# Hymer B694 (1997) Ride Height



## 89827 (May 1, 2005)

Does anyone know the correct ride height for the front of a Hymer B694 (1997)? My motorhome appears to be quite low at the front, with an appreciable difference front to rear. Clearance is 6.5" from road to sump, barely 6" from road to under-tray, and 3.5" from the top of the wheel (tyre) to the lowest point of the wheel-arch. The water tank is three-quarters full (80 litres or so) and around 45 litres of Diesel fuel. Any suggestions and/or measurements from other B694 owners would be welcome!


----------



## 88966 (May 11, 2005)

Hi Hymerhobo,

I am afraid I don't know the correct heights!
However I have been out in the cold and checked mine which is a 1996 for you!!!
Road to sump -7 ins
Road to tray 6.5 ins
Wheel top to arch - 6.5 ins

Mine doesn't look too bad, maybe slightly down but it hasn't bothered me up to now.

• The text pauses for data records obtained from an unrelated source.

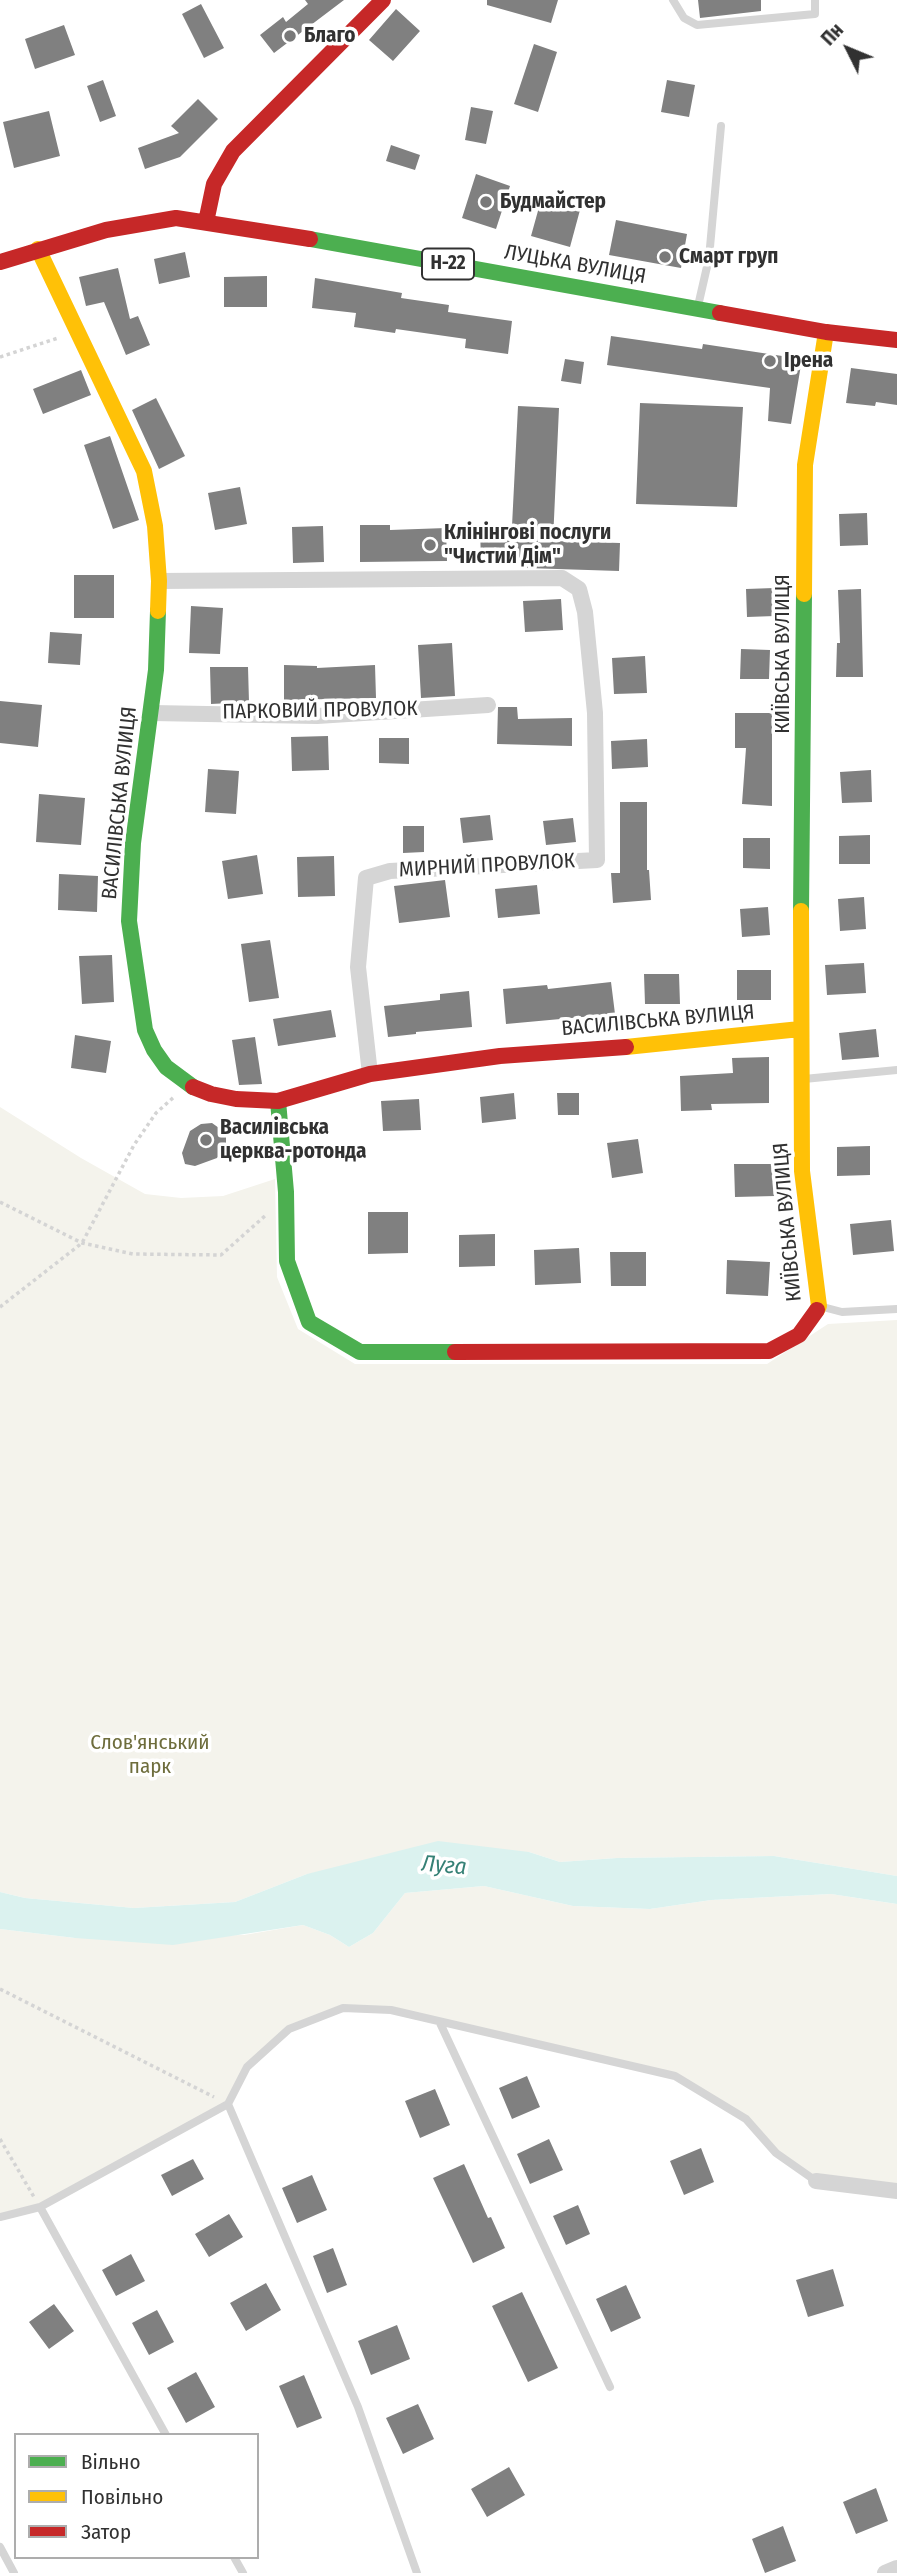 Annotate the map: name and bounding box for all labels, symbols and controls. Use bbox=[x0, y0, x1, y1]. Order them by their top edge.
north arrow bbox=[813, 14, 883, 84]
text: Пн bbox=[817, 19, 848, 50]
place label: Благо bbox=[304, 23, 355, 49]
marker: Благо bbox=[282, 28, 298, 44]
place label: Будмайстер bbox=[500, 189, 606, 215]
marker: Будмайстер bbox=[478, 194, 494, 210]
street label: ЛУЦЬКА ВУЛИЦЯ bbox=[502, 240, 648, 290]
place label: Смарт груп bbox=[679, 244, 778, 270]
road number: Н-22 bbox=[422, 248, 474, 280]
marker: Смарт груп bbox=[657, 249, 673, 265]
place label: Ірена bbox=[784, 348, 833, 374]
marker: Ірена bbox=[762, 353, 778, 369]
place label: Клінінгові послуги "Чистий Дім" bbox=[444, 520, 611, 570]
marker: Клінінгові послуги "Чистий Дім" bbox=[422, 537, 438, 553]
street label: КИЇВСЬКА ВУЛИЦЯ bbox=[770, 574, 796, 734]
street label: ПАРКОВИЙ ПРОВУЛОК bbox=[222, 697, 418, 725]
street label: ВАСИЛІВСЬКА ВУЛИЦЯ bbox=[97, 705, 143, 901]
street label: МИРНИЙ ПРОВУЛОК bbox=[398, 849, 576, 883]
street label: ВАСИЛІВСЬКА ВУЛИЦЯ bbox=[560, 1000, 756, 1042]
place label: Василівська церква-ротонда bbox=[220, 1115, 366, 1165]
marker: Василівська церква-ротонда bbox=[198, 1132, 214, 1148]
street label: КИЇВСЬКА ВУЛИЦЯ bbox=[768, 1141, 808, 1303]
park label: Слов'янський парк bbox=[90, 1730, 210, 1780]
water label: Луга bbox=[420, 1850, 468, 1882]
legend bbox=[14, 2433, 259, 2559]
text: Вільно bbox=[81, 2449, 141, 2475]
text: Повільно bbox=[81, 2484, 163, 2510]
text: Затор bbox=[81, 2519, 131, 2545]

What tyre sizes and pressures do you have?
My fronts are 195/70 15C at 62 psi (4.1 bar)
Rear 225/70 15C at 65 psi (4.5 bar)

Hope this helps,

BillD

PS I tried to send this last night but the site wouldn't let me back in.


----------



## 93795 (May 1, 2005)

Hi BillD, I know this is slightly off topic but I noticed that your front and rear tyre sizes were different, is this common? What do you do if you get a puncture do you carry two spares? I think ( not at all sure ) that it might be illegal to have different sizes on the same axle.
Back onto the subject matter, do either of the vehicles have AirRide suspension units because I would imagine that if the rear was too high it could affect clearances at the front of the vehicle.
Phil.


----------



## 93795 (May 1, 2005)

Out of curiosity I've just measured my clearance and it is 9 inches to sump and 6.5 inches under wheel arch. I have a Swift on a Fiat Ducato with a 1.9TD engine. I expect that if your vehicles are 2.5/2.8 it would sit a bit lower. My tyres are 185R14C. My suspension is pumped up fairly high because I carry a motorcycle on the rear rack.
Phil.


----------



## 89827 (May 1, 2005)

>>I am afraid I don't know the correct heights! 
However I have been out in the cold and checked mine <<

Now I feel guilty 

>>Road to sump -7 ins 
Road to tray 6.5 ins 
Wheel top to arch - 6.5 ins <<

So yours is roughly the same, apart from the wheel arch clearance. My arches have a ridge running laterally in them, and I took that into account with my measurements …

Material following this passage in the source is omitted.